Pero esto no siempre fue así. Yo, como muchas otras mujeres, crecí creyendo que gran parte del “éxito en la vida” se trataba de alcanzar una serie de logros profesionales y personales que demostrarían mi valor. Hitos que fueran evidencia de qué tanto había sido capaz de salir adelante, sobresalir y tener una vida admirable.
Estudiar en una buena universidad. Conseguir un buen trabajo. Ganar bien. Ir subiendo de posición. Hacer un MBA. Casarme a cierta edad. Tener hij@s. Verme bien. Viajar. Tener casa propia. Un carro.
Una lista interminable de hitos que pensé necesitaba para validarme.
Todas estas ideas me hicieron correr y exigirme demasiado durante muchos años. En el estudio, mi meta era obtener la mejor calificación. En el trabajo, creía que entre más cosas hiciera (sin mucho margen de error) y más tiempo dedicara, la recompensa y el ascenso llegarían más rápido. En lo personal, tener una pareja que además fuera un “buen partido” era fundamental, y ni hablar del reloj biológico para tener hij@s, que a los 30 se vencía y yo lo único que había coleccionado hasta el momento eran relaciones fallidas.

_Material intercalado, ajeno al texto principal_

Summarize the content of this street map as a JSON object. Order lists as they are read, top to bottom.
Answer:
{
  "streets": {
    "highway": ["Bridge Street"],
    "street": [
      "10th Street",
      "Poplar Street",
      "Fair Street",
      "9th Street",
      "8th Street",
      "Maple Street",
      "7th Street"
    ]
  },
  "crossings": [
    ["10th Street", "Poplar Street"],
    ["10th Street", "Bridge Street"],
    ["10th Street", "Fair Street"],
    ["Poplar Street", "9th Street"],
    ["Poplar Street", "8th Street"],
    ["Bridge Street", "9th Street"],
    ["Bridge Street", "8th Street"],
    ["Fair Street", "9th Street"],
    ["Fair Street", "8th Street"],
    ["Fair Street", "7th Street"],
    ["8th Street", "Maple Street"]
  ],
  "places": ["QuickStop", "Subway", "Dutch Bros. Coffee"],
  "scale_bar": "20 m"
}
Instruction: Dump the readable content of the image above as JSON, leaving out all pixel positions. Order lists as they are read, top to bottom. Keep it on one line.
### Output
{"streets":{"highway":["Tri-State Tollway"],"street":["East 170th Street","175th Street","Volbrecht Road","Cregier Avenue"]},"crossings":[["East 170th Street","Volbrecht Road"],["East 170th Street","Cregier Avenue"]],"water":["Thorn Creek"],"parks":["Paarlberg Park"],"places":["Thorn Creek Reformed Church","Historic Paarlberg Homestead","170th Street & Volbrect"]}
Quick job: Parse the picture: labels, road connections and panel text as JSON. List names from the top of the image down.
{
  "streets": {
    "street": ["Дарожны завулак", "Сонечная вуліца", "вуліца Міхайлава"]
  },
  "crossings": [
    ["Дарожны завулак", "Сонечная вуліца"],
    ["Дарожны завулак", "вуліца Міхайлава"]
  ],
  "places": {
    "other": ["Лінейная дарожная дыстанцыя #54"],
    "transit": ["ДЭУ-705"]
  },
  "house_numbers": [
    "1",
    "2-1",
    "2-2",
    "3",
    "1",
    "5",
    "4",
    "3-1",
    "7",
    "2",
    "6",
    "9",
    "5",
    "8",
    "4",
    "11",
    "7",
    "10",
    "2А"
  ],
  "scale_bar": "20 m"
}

Cuando recuerdo cómo me sentía en esa época, era como si tuviera un estadio lleno viéndome correr la carrera de mi vida. La mayoría del tiempo, además, con la sensación de que iba tarde, que los demás lo estaban consiguiendo - mis amigos y conocidos creciendo en sus trabajos, yéndose a otro país, listos para casarse, algunos ya teniendo hijos - y yo no. ¡Qué observada y extenuada me sentía, aunque no era consciente de ello!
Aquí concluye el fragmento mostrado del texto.